Share Ireland in EU court over planning laws breach

The European Court of Justice (ECJ) will open hearings this week in a significant challenge by the European Commission (EC) to Ireland’s alleged failure to implement European planning laws.

The EC is claiming that, for years, Ireland has been in breach of its obligation to conduct environmental impact assessments properly. Hearings in the case will open at the ECJ on Thursday.

If Ireland is found in breach, it will face substantial costs, and the implication will be that state agencies and local authority planning departments have, in effect, sanctioned developments which were contrary to EU law.

Among the EC’s claims are that there is a major disconnection between the functions of the Environmental Protection Agency (EPA) in Ireland and local authorities, caused by the government’s failure to adhere properly to European law.

The EC’s allegation is based on the fact that certain projects in Ireland are subject to two separate decision making processes: one process involves decision-making on land-use aspects by the planning authorities, while the other involves decision-making on pollution aspects by the EPA.
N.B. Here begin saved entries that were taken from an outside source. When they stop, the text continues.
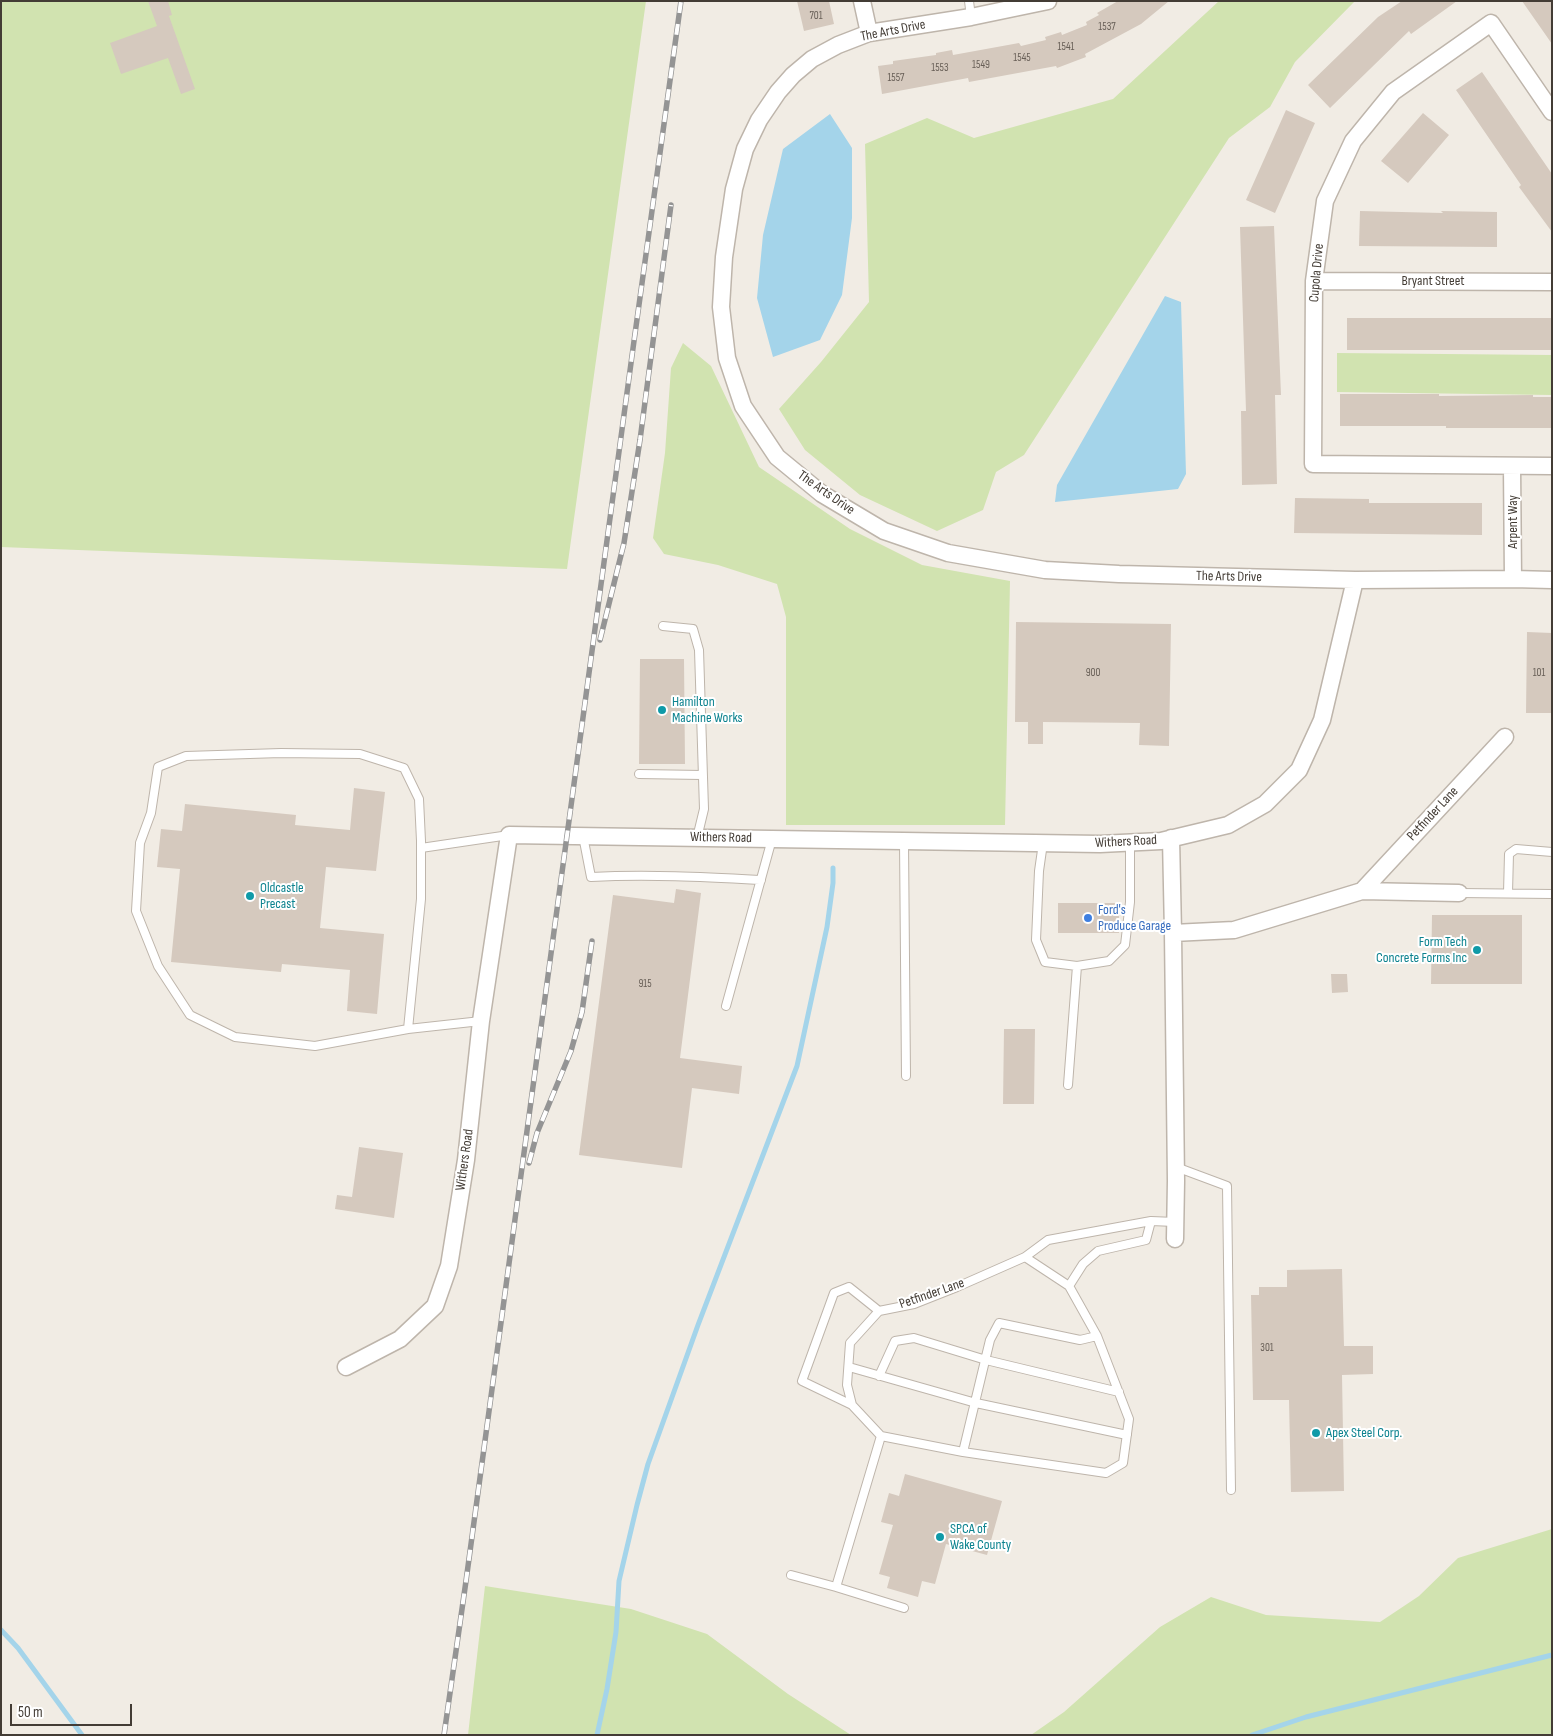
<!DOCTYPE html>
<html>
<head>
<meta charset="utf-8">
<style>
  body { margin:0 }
  #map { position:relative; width:1553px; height:1736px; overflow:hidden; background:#f1ece4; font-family:"Sofia Sans Condensed",sans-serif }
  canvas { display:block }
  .frame { position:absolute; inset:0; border:2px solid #433c35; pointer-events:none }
  .scale { position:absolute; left:10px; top:1704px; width:122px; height:22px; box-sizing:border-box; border:2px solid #433c35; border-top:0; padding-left:6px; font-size:15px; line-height:18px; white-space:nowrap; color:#433c35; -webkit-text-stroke:4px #fff; paint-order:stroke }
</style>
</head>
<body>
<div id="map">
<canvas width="1553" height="1736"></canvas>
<div class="frame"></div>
<div class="scale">50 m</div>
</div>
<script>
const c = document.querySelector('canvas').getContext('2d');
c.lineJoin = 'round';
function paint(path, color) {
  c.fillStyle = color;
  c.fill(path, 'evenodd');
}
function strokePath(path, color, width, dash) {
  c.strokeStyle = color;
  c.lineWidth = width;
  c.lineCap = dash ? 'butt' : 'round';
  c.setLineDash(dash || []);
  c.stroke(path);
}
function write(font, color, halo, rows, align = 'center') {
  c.font = font + ' "Sofia Sans Condensed",sans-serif';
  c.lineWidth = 4;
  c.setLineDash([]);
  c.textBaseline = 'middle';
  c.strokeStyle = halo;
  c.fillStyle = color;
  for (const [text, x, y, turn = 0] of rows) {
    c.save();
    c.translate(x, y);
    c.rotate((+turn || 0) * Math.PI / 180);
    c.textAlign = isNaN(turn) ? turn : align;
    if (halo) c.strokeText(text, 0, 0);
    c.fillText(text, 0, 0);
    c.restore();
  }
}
paint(new Path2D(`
  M1,1h645l-79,568 -566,-22z
  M1219,1h136l-60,61 -25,45 -41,31 -205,317 -28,17 -13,38 -46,21 -77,-36 -55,-45 -26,-41 42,-47 48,-60 -4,-158 62,-26 47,20 139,-39z
  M683,343l28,23 48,101 91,62 72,36 88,16 -5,244h-219v-208l-9,-33 -59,-19 -54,-11 -11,-16 12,-85 6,-85z
  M1337,353l215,2v40l-215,-3z
  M1552,1529v206h-521l33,-23 96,-85 51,-30 55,18 114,7 39,-26 39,-38z
  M485,1586l146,23 76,25 81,60 63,41h-383z`), '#d1e3b0');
paint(new Path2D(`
  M830,114l22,34v70l-10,77 -22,45 -47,17 -16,-59 6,-63 20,-86z
  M1165,296l16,6 5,172 -8,15 -123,13 2,-17z`), '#a4d4ea');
strokePath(new Path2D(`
  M1,1630l17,18 64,87
  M597,1735l10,-46 9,-57 3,-51 18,-76 11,-41 50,-139 99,-259 30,-139 6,-44v-15
  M1252,1735l54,-18 246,-62`), '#a4d4ea', 5);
paint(new Path2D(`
  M148,1h20l4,14 -3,1 26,73 -14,5 -13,-36 -47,16 -11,-31 47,-17z
  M797,1h32l5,23 -30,7z
  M1118,1h51l-28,23 -56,30 1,3 -29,11 -1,-2 -87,16 -1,-4 -86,16 -4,-28 15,-2v-3l43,-6v-2l16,-3 1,5 66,-12 2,3 25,-6 -1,-3 16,-5 1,3 25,-10 -1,-3 13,-7 -2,-2z
  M1402,1h55l-46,33 -2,-3 -79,77 -22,-23 70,-68z
  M1522,1h30v43z
  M1482,72l70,102v58l-33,-45 2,-2 -65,-95z
  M1286,110l29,13 -40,90 -29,-13z
  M1423,113l26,22 -41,48 -27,-22z
  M1360,211l83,2 -2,-2 56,1v35l-138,-1z
  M1274,226l7,169h-6l2,89 -35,1 -1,-74h5l-6,-184z
  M1347,318h205v32h-205z
  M1340,394h99v2l94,-1v2h19v31h-106v-2h-106z
  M1295,498l74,1v4h113v32l-188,-2z
  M1016,622l155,2 -2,122 -30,-1 1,-22 -97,-1v22h-15v-22h-13z
  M1527,632l25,1v80h-26z
  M640,659h44l1,105h-46z
  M354,788l31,4 -9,79 -50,-4 -6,61 64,6 -7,80 -30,-3 3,-41 -68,-6 -1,8 -110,-10 9,-93 -23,-2 4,-38 21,2 3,-27 111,11 -1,10 55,5z
  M676,889l25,4 -21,165 62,8 -3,28 -47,-6 -10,80 -103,-13 34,-260 61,8z
  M1058,903h61v30h-61z
  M1432,915h90v69h-91z
  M1331,974h16l1,18 -16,1z
  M1004,1029h31l-1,75h-31z
  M359,1147l44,6 -9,65 -59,-9 2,-14 15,2z
  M1342,1269l2,77h29v28l-31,1 2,116 -53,1 -2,-92h-36l-2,-105h8v-8h28v-17z
  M905,1474l97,27 -15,54 -41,-11 -11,40 -13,-3 -4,16 -31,-9 3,-11 -11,-3 14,-49 -12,-3 8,-29 10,3z`), '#d5c9be');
const service = new Path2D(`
  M969,1l2,16
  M663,626l30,3 6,21 5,159 -7,29
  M639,774l63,1
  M583,836l8,41c57,-3 113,0 170,3
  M904,841l2,235
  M1043,843l-4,28 -3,69 9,22 32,4 32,-5 16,-16 5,-43v-60
  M421,848l88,-13
  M1459,893l93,1
  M1508,893l1,-39 7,-5 36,3
  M726,1006l46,-167
  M408,1029l13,-130v-58l-2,-42 -15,-31 -44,-14 -79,-1 -95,3 -28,11 -7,46 -11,30 -4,68 22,55 32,49 45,22 80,9 93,-17 73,-8
  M1068,1085l9,-119
  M1176,1167l51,19 4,304
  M1025,1257l44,29 28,50
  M1069,1286l14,-22 15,-13 48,-11 5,-19
  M849,1367l127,36 151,32
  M879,1376l16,-35 19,-3 72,22 133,32
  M852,1405l-50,-24 32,-88 15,-6 30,24
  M881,1436l-45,151 68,21
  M963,1452l143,21 17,-10 6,-44 -32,-83 -17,4 -81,-17 -9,17 -27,112 -82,-16 -29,-31 -5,-20 3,-42 29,-32 35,-7 43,-17 68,-30 23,-17 103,-19 24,1
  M791,1575l45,12`);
const minor = new Path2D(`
  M862,1l7,32
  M1048,1l-77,16 -102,16 -31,12 -26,14 -19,16 -15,17 -19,28 -14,29 -11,40 -10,68 -3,50 6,51 16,48 34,51 45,37 62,37 64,22 97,17 74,4 236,6 158,-1 39,1
  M1552,112l-61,-89 -98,69 -40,49 -28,60 -11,80 -1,183 239,2
  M1314,281l238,1
  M1512,466l1,113
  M1171,838l2,95 61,-3 128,-39 97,2
  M1362,891l143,-154
  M1173,933l3,248 -1,58
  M346,1367l54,-28 35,-33 14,-40 17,-106 15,-139 28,-186 591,9 61,-3 67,-16 37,-21 34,-34 23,-50 33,-140`);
strokePath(service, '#beb5ab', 10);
strokePath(minor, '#beb5ab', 19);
strokePath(service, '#fff', 8);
strokePath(minor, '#fff', 16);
const rail = new Path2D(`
  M600,640l24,-97 16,-103 31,-235
  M529,1163l8,-30 34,-82 11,-39 10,-71
  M444,1735l22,-154 168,-1240 47,-340`);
strokePath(rail, '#949494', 5.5);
strokePath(rail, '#fff', 4, [11]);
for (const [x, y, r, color] of [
  [662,710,5,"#0f9aa8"],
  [250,896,5,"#0f9aa8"],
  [1088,918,5,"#3f7fe0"],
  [1477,950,5,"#0f9aa8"],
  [1316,1433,5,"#0f9aa8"],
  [940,1537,5,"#0f9aa8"]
]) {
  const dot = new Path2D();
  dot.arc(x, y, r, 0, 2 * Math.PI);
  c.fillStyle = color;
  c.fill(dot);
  strokePath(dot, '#fff', 2);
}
write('11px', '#685f57', null, [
  ["701",816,16],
  ["1537",1107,27],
  ["1541",1066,47],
  ["1545",1022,58],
  ["1549",981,65],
  ["1553",940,68],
  ["1557",896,78],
  ["900",1093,673],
  ["101",1539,673],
  ["915",645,984],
  ["301",1267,1348]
]);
write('14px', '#433c35', '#fff', [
  ["The Arts Drive",893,31,-11],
  ["Cupola Drive",1317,273,-85],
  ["Bryant Street",1433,281],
  ["The Arts Drive",826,493,35],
  ["Arpent Way",1513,522,-90],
  ["The Arts Drive",1229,577,1],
  ["Petfinder Lane",1433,814,-47],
  ["Withers Road",721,838,1],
  ["Withers Road",1126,842,-3],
  ["Withers Road",465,1160,-82],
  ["Petfinder Lane",932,1294,-19]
]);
write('14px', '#0d838f', '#fff', [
  ["Hamilton",672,702],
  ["Machine Works",672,718],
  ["Oldcastle",260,888],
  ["Precast",260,904],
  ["Form Tech",1467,942,"right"],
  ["Concrete Forms Inc",1467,958,"right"],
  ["Apex Steel Corp.",1326,1433],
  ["SPCA of",950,1529],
  ["Wake County",950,1545]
], 'left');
write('14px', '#366cbe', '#fff', [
  ["Ford's",1098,910],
  ["Produce Garage",1098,926]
], 'left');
</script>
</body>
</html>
The EC alleges that Irish legislation ‘‘contains no obligation on these bodies to coordinate with each other effectively and, therefore, is contrary [to EU law]".

As a result, the EC argues that ‘‘it is possible for a licence application to be made to the Environmental Protection Agency before an application for planning permission has been made, and thus before an environmental impact assessment has been carried out’’.

European law requires that an environmental impact assessment be carried out before a licence application is made, although the EC says it has no problem in principle with planning and environmental decisions being conducted by separate bodies.

The EC also insists that Ireland has breached European law by excluding nearly all demolition works from the legislation implementing a 1985 EU directive related to environmental impact assessments.

The commission argues that the directive applies to demolition works, subject to certain conditions, and requires that an environmental impact assessment must be carried out for all demolition works. Irish law is ‘‘plainly at variance with the directive’’, the EC said.

The commission also alleges that Ireland has failed to transpose into law the obligation to carry out an environmental impact assessment of the effects of certain public and private projects.

Irish law requires planning authorities to have regard to an environmental impact statement, but the EC claims that this ‘‘does not correspond to the wider duty’’ on authorities to undertake an environmental impact assessment, which ‘‘identifies, describes and assesses the direct and indirect effects of a project on the environment’’.